Excerpts from a dataset

____________________

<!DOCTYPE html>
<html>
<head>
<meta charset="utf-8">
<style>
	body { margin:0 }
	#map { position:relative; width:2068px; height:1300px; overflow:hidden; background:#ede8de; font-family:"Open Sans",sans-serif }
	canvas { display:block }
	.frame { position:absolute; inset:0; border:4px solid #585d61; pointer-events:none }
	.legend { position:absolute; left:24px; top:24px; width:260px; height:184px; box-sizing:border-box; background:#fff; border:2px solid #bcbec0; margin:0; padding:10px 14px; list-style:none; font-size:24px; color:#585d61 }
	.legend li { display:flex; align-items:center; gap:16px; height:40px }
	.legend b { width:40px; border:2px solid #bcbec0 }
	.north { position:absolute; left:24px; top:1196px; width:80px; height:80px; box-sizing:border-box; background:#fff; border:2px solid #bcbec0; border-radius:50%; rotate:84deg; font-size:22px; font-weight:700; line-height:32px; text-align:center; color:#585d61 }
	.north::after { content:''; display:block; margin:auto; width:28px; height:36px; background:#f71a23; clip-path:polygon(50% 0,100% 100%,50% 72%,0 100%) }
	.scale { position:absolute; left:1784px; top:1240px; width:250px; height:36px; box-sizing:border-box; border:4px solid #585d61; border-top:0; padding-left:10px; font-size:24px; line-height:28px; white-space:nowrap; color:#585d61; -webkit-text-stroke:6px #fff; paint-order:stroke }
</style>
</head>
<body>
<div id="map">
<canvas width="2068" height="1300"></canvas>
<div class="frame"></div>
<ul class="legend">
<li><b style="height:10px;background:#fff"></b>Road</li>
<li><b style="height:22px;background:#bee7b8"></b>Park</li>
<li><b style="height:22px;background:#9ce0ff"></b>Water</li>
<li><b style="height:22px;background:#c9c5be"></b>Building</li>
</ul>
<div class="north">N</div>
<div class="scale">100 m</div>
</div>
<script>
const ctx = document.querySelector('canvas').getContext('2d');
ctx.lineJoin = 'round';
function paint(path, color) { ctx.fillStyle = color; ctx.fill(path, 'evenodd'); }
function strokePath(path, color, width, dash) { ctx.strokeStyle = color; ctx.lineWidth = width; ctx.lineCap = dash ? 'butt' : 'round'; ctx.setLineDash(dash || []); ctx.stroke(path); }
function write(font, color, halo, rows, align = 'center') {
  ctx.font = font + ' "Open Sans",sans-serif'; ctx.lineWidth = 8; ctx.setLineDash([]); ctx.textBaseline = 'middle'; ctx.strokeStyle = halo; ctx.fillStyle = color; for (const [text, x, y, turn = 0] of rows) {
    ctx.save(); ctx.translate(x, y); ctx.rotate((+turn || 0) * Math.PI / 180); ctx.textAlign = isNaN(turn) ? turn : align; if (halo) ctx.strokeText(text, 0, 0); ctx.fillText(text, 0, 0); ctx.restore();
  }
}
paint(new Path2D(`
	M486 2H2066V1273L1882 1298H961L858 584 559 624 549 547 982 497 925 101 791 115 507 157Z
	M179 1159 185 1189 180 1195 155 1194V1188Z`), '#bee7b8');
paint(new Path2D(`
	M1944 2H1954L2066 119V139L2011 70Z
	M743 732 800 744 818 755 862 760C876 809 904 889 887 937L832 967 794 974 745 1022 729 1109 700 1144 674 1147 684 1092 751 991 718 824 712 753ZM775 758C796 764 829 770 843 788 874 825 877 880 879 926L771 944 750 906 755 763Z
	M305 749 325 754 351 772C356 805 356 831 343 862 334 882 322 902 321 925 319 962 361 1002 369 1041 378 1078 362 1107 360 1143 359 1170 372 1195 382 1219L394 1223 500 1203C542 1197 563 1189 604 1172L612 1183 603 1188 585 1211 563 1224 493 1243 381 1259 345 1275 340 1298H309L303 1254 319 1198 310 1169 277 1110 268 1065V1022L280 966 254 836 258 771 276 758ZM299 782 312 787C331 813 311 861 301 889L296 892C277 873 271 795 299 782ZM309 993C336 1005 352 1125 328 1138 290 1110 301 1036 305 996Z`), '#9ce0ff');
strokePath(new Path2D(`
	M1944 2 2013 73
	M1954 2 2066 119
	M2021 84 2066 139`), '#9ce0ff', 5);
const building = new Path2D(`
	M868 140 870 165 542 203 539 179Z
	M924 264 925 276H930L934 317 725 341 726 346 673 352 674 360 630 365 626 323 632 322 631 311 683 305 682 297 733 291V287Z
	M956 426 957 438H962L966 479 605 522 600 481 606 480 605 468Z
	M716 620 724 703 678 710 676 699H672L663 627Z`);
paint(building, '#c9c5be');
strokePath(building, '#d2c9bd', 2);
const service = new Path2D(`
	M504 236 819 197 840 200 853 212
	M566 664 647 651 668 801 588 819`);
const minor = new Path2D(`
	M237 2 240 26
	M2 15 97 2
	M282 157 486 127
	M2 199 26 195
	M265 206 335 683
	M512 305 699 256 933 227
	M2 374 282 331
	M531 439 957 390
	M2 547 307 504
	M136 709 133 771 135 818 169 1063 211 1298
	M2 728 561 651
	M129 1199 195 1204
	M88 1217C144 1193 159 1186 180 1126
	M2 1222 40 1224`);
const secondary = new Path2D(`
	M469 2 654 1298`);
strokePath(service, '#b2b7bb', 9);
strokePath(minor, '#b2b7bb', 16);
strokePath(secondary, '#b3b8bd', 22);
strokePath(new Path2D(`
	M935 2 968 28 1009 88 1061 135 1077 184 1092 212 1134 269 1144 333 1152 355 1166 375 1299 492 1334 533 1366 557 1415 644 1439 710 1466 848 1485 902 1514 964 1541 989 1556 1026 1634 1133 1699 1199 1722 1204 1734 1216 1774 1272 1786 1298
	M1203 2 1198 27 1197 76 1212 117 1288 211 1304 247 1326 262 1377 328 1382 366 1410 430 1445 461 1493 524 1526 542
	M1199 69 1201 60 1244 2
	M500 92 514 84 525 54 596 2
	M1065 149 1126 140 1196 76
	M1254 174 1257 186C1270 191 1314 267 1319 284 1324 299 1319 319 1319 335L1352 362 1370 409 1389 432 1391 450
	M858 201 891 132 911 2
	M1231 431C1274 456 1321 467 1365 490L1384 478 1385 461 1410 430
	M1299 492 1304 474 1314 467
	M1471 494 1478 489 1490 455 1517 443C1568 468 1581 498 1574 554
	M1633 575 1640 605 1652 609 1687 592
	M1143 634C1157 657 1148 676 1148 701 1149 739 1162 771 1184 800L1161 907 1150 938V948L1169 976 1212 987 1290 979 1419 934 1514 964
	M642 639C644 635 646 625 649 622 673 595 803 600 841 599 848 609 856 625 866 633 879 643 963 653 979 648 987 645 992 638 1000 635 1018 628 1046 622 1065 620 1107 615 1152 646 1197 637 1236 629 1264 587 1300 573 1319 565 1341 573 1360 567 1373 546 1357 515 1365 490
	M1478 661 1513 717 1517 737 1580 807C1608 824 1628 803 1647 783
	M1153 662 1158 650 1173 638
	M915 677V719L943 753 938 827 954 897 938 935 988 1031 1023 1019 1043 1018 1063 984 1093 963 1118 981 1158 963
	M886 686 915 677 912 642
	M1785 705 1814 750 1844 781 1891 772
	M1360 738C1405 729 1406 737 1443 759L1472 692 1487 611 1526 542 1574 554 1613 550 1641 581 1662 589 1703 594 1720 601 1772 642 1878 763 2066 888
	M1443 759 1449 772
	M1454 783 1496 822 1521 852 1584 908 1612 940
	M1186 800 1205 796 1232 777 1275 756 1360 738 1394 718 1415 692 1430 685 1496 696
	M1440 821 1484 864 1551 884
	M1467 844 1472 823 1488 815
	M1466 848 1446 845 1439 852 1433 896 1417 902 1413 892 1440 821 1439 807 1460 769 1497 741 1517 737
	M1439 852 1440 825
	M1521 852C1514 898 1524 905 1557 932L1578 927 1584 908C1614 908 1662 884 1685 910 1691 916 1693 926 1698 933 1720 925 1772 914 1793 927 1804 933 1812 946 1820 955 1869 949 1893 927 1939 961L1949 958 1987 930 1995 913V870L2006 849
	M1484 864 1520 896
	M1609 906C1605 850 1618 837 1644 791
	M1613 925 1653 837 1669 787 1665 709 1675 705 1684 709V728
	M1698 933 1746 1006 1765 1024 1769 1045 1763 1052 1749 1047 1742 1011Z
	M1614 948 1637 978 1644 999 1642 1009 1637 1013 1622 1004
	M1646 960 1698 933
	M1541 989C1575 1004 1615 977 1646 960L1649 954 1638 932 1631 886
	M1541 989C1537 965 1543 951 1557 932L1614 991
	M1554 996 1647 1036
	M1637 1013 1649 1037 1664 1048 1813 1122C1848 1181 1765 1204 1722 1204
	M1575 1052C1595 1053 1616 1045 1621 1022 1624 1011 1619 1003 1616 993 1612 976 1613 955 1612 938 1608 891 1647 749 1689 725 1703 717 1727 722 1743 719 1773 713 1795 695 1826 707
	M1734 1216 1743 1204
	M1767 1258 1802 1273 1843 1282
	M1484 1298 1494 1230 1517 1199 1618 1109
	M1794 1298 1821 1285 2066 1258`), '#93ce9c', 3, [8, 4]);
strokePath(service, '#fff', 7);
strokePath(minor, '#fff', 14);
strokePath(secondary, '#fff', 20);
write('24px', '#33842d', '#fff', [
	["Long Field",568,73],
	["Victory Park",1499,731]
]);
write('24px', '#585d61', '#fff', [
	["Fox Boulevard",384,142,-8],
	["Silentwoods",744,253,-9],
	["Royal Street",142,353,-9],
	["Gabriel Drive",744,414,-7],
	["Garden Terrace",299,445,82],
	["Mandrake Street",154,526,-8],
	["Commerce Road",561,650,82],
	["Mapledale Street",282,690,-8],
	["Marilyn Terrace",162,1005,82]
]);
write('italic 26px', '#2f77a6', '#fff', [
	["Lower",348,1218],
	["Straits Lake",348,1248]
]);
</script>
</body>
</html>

____________________

# PROBLEM TO SOLVE:
Every line above that holds the string "canvas" should be copied out.

# SOLUTION TO THIS PROBLEM:
	canvas { display:block }
<canvas width="2068" height="1300"></canvas>
const ctx = document.querySelector('canvas').getContext('2d');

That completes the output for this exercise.